Fluids to Consume During Pregnancy
In a pregnancy diet chart, fluids play a great part and which is very necessary too. However, consuming fluids is equally crucial for a healthy pregnancy as eating whole foods. Studies suggest fluids in any form say water, milk, juice, soup, porridge and so on are safe to drink and tiny amounts of caffeine in tea and coffee are fine.
Meanwhile, studies have discovered that no quantity of alcohol is safe to drink throughout pregnancy. Even teeny tiny amounts can cause a catastrophic impact on a baby’s development in the future. “Alcohol is a teratogen, meaning it causes anomalies. Alcohol affects the developing fetal brain, heart, and facial features, and impairs normal growth,” says Dr. Kecia Gaither, the director of perinatal services at NYC Health and Hospitals.
During pregnancy, a woman’s body is developing and in order to cope with these changes, it’s obligatory to drink as much water as possible. At least 8 to 12 glasses of water should be consumed as a lack of water in the body will result in dehydration. Dehydration during a sensitive stage like this can result in sickness, dizziness, cramps, irregular bowel movements, sore head, and edema. One must remember to stay highly hydrated in the last trimester as dehydration may cause preterm labor, i.e., the baby is born prematurely.
So how do you get to know if you are hydrated enough or not? You can do that by checking the color of your urine. If the color lies in the range of Pale yellow to Colorless then it means you are well hydrated; if it’s dark, then you need to drink more water.

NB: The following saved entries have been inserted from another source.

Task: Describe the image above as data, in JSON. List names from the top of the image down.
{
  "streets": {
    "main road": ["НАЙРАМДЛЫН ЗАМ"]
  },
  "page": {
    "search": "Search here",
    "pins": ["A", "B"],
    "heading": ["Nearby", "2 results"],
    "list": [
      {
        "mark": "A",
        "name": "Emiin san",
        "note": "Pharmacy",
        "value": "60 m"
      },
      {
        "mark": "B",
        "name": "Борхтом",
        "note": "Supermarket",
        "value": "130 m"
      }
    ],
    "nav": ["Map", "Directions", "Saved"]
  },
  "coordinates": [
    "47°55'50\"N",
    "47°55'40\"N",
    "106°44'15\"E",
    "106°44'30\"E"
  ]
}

But one mustn’t limit themselves to merely drinking water and rather even have alternative fluids such as milk, fresh fruit juices, non-caffeinated drinks like Jal-jeera and lemonade, smoothies, and also foods with intense water content like watermelon, celery, and cucumber.
Food Cravings During Pregnancy
Now you may have heard of food cravings that occur in the middle of the night and it’s normal. Food cravings are nothing but these unforeseen urges to eat a certain type of food might be or might not be included in your pregnancy diet chart and it influences the pregnant woman’s health a lot. Common cravings include chocolates, ice cream, strawberries, coal, mud, and plenty more!

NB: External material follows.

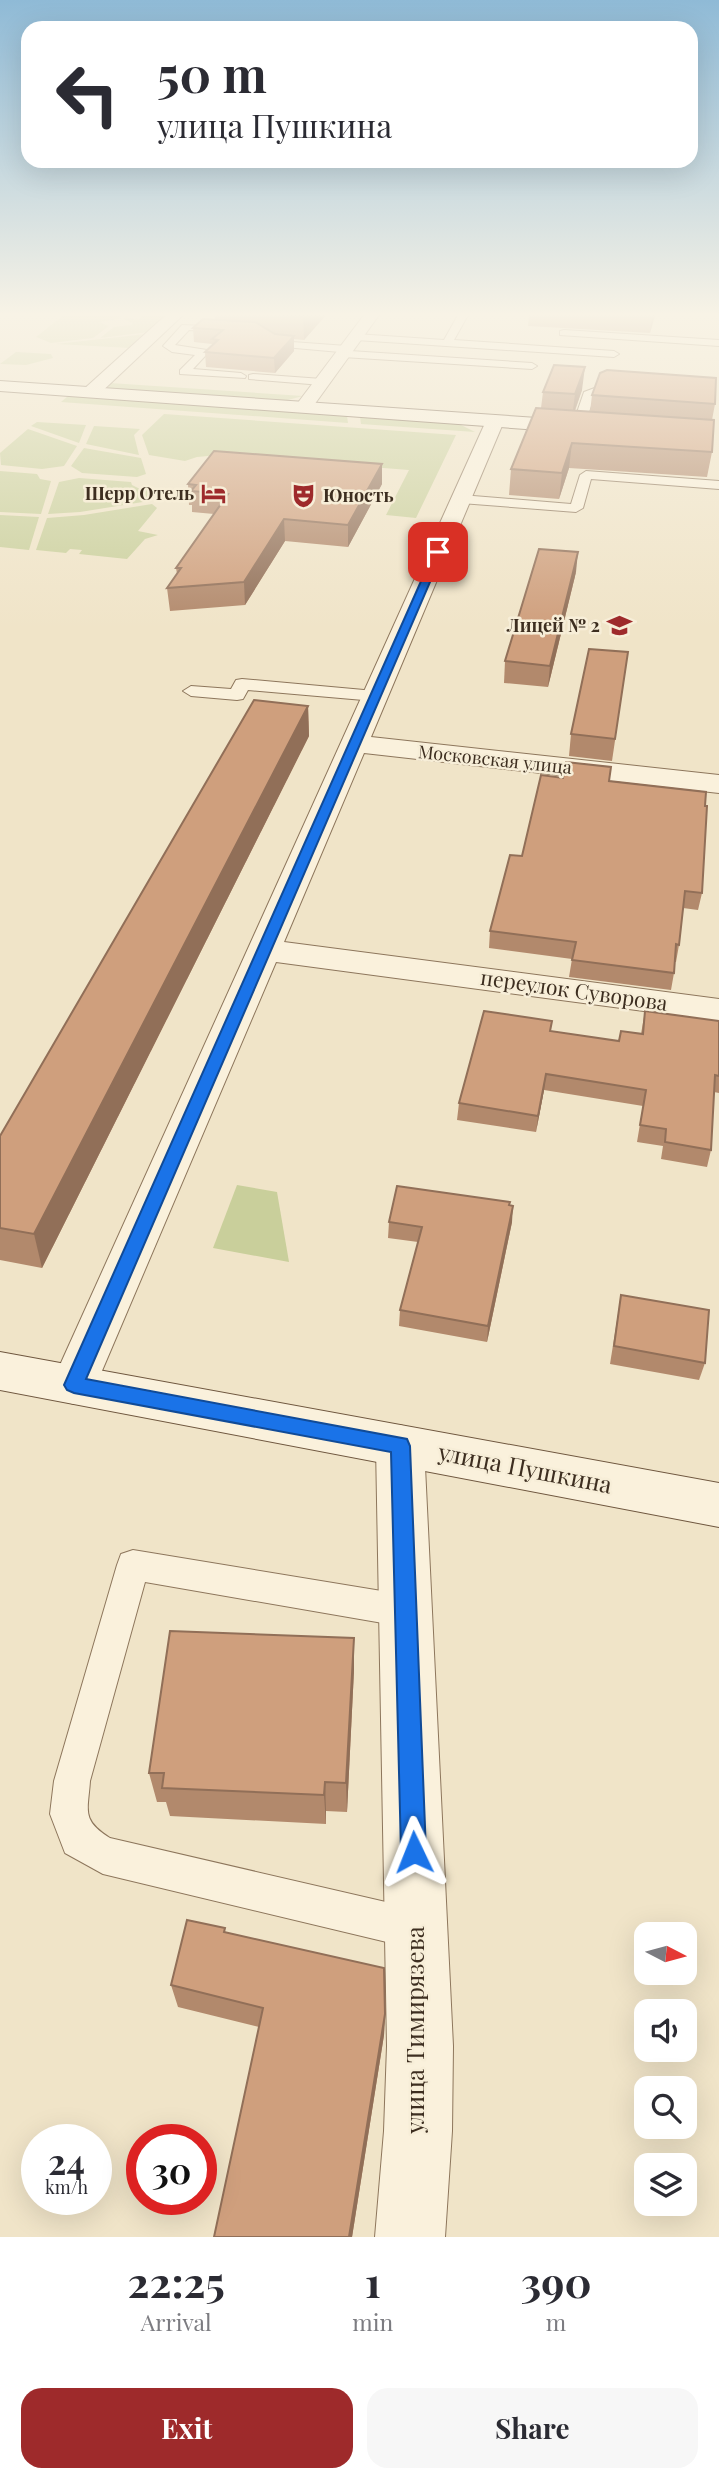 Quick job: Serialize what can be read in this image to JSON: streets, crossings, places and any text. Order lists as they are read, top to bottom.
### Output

But, nobody really knows where cravings come from. A few studies give possible explanations like hormonal changes, specific nutritional deficits, and molecules in the body that may lead to food cravings. These cravings start in the first trimester, get stronger in the second trimester and decline slowly in the third trimester till delivery.

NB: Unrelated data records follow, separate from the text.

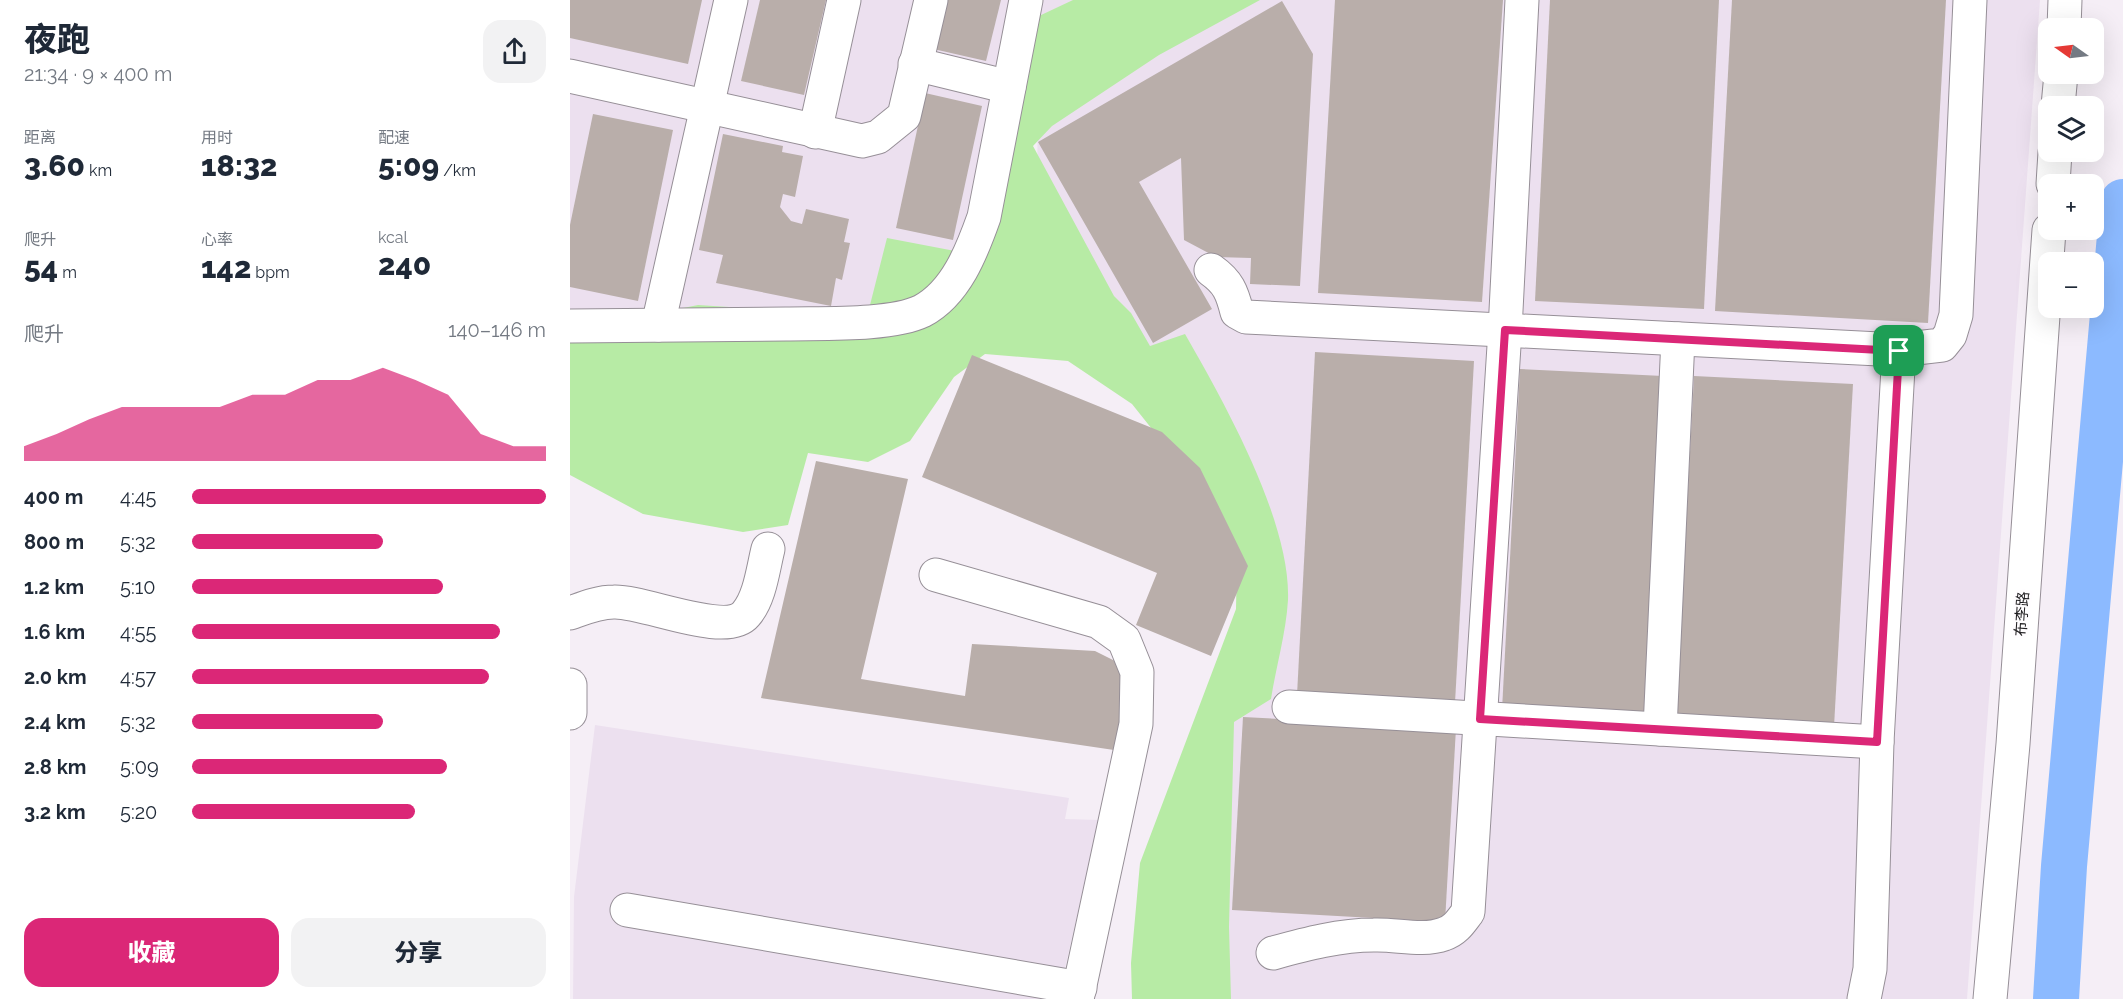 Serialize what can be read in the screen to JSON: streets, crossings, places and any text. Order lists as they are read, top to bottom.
{
  "streets": {
    "main road": ["布李路"]
  },
  "north": "left",
  "page": {
    "heading": ["夜跑", "21:34 · 9 × 400 m"],
    "map_buttons": ["+", "−"],
    "stats": [
      ["距离", "3.60 km"],
      ["用时", "18:32"],
      ["配速", "5:09 /km"],
      ["爬升", "54 m"],
      ["心率", "142 bpm"],
      ["kcal", "240"]
    ],
    "chart": ["爬升", "140–146 m"],
    "list": [
      {
        "name": "400 m",
        "note": "4:45"
      },
      {
        "name": "800 m",
        "note": "5:32"
      },
      {
        "name": "1.2 km",
        "note": "5:10"
      },
      {
        "name": "1.6 km",
        "note": "4:55"
      },
      {
        "name": "2.0 km",
        "note": "4:57"
      },
      {
        "name": "2.4 km",
        "note": "5:32"
      },
      {
        "name": "2.8 km",
        "note": "5:09"
      },
      {
        "name": "3.2 km",
        "note": "5:20"
      }
    ],
    "buttons": ["收藏", "分享"]
  }
}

Even though having these food aversions is completely normal, it needs to be added in your pregnancy diet chart as it might be quite easy to handle them. We mean, after all, it is a very emotionally challenging period of your life. Here are a few things to bear in mind when it comes to food aversions and cravings:
- Distract Yourself: If you are unable to let go of that food urge then you need to do something to take your mind off it. Go on a walk, call your loved ones or just simply, Netflix and chill!
- Go for Healthy Alternatives: Cravings may not be necessarily healthy and nutrition is still an unforgettable factor to consider. So why not go for an apple instead of apple pie? Just stock up on healthier substitutes and check if it satisfies your cravings or not.
- But, Don’t Forget to Treat Yourself: Like, what is the purpose of being pregnant if you can’t treat yourself with those cravings in the middle of the night, occasionally? Just ensure that there is a balance maintained.
But, there are chances that you may crave non-food aversions like coal, mud, dust, toothpaste and so on (yes, it is very real) which is also known as Pica. Pica is considered to be a sign of nutrient deficiency. If any abnormal pregnancy cravings occur, then immediately talk it out with your doctor or dietician to avoid future complications.
To know more about pregnancy diets, discuss it with a dietician who specializes in pregnancy or your maternity care support.